Posted: Jul 22, 2020 6:07 PM
Updated: Jul 22, 2020 8:36 PM

During a joint announcement Wednesday, Madison County Schools, Madison City Schools and Huntsville City School districts laid out plans for reopening.

All three districts announced that they would begin the year with nine weeks of virtual only learning.

The Madison County Schools system is now saying that parents should know the new virtual plan is nothing like what students experienced at the end of last year.

“Our students are still going to school, our students are still learning, our students will still take tests and write papers. It’s just for nine weeks we're gonna do it in somewhat of a different style,” Tim Hall, the district’s spokesperson, said.

When classes resume, local teachers will record lessons in their classrooms but follow a state-recommended education plan put together by a group called SchoolsPLP. The state hasn’t released details of exactly what’s included in the curriculum.

Hall said the district understands that this will create hardships for some families.

“We know that, we hate that,” he said. “No one is more concerned about that than our school system and our leadership.”

Since all of the district's nearly 20,000 students will learn from home, Hall said the district retrofitted 90 buses with Wi-FI to be sent across the county.
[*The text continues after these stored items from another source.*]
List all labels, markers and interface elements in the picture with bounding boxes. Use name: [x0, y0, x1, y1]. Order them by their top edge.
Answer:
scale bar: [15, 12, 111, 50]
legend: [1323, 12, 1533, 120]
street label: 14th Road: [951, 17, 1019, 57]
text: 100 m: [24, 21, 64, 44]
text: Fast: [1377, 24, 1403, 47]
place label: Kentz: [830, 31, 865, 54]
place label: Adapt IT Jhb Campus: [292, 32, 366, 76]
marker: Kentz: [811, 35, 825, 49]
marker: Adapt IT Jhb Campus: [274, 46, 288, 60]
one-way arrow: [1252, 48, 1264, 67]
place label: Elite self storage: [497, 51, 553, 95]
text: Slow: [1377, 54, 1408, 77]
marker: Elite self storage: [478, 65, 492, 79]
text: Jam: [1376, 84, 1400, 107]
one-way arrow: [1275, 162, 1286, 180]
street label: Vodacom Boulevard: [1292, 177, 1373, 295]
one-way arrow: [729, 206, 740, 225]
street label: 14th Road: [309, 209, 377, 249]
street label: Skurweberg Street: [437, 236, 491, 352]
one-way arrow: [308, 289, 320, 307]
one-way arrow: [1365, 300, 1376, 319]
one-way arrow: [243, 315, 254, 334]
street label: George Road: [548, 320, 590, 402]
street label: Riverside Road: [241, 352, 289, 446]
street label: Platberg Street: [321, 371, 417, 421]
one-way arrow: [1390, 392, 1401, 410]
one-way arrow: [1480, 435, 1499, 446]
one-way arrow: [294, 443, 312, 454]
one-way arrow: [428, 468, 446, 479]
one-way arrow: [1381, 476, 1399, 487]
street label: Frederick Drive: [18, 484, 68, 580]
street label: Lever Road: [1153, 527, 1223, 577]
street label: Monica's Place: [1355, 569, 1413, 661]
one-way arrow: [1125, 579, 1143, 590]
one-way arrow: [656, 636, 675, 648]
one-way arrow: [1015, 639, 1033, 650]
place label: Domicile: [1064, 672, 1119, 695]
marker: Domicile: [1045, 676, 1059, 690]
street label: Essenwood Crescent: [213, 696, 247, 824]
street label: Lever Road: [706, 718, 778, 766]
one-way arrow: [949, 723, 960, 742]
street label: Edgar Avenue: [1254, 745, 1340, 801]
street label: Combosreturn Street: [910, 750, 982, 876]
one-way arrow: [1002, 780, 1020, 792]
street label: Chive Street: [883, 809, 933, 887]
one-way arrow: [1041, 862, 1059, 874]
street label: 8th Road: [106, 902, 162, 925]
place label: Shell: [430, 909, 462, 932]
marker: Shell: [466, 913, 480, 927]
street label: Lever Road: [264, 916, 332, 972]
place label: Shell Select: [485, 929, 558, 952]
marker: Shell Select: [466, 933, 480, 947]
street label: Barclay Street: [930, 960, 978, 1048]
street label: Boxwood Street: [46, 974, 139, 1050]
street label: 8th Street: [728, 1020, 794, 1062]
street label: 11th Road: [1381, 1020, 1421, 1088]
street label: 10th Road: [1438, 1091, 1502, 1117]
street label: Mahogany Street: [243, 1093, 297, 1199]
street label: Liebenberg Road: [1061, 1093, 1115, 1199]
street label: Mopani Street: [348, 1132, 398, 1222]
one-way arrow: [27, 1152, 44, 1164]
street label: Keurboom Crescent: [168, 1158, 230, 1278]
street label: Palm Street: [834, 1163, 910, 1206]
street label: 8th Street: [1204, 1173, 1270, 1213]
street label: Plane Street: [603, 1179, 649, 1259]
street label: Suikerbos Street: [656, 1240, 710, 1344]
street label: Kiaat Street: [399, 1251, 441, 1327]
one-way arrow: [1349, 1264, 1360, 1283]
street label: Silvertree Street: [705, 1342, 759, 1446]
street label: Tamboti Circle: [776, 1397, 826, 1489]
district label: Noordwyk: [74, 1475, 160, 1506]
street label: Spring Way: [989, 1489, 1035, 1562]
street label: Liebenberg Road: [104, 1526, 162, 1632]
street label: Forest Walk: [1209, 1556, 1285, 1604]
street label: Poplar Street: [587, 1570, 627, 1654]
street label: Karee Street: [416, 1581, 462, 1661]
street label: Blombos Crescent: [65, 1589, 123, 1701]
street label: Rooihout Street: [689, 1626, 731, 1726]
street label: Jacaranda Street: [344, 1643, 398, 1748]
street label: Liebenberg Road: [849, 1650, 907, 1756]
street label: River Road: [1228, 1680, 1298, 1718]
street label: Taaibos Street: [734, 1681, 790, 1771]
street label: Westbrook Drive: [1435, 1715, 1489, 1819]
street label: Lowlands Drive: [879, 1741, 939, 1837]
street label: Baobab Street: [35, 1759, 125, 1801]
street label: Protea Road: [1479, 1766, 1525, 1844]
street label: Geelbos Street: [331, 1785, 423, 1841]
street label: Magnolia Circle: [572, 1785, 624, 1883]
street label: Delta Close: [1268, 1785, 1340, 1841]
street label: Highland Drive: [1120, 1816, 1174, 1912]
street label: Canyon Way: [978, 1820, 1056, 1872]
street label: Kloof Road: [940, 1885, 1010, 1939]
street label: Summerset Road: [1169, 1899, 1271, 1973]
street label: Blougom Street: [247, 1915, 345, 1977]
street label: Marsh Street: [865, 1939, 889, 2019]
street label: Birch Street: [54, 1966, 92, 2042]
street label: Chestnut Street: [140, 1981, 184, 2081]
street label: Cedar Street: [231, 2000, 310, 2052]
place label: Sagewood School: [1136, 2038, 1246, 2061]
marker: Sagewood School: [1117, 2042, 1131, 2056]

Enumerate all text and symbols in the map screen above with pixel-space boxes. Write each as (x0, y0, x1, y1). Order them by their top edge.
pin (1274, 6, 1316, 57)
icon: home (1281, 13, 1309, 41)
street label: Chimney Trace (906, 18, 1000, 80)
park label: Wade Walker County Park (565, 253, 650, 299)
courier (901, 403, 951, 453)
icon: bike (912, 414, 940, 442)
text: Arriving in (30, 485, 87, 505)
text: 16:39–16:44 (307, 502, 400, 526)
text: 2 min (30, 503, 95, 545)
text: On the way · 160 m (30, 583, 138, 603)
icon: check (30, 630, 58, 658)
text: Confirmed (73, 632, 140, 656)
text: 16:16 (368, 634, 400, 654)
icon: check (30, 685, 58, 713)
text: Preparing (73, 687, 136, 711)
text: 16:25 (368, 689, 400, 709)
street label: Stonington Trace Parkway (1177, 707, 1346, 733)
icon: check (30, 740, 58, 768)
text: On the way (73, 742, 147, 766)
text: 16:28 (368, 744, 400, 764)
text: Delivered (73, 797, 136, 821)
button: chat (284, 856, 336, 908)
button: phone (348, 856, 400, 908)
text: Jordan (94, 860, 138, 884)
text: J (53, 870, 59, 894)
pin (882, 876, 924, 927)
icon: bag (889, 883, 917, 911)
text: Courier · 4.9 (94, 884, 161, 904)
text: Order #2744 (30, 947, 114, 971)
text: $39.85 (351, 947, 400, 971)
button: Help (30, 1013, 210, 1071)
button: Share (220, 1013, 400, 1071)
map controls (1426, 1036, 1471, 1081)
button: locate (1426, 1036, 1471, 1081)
MiFis have also been purchased.

There are enough devices to give one to every student who needs one, according to Hall.

“We’re going to go the extra mile -- if a student is learning online, we’re gonna make sure they have the connectivity they need to be able to do their classwork,” he explained.

The district is currently working on plans for special education and figuring out how to feed those with meal needs.

Hall said a community meeting will be held on Thursday specifically to address feeding kids.

“Our job is to meet student need, whatever it might be, for whichever student it might be meeting. Our job is to meet those needs and that’s what we’re putting on the line is the integrity and the reputation of the Madison County Schools system,” he said.

The district knows there’s still a lot of information to get to parents before class starts August 19. Hall said details about several topics are not currently available since the policies have not been completed, but added they are “in the works.”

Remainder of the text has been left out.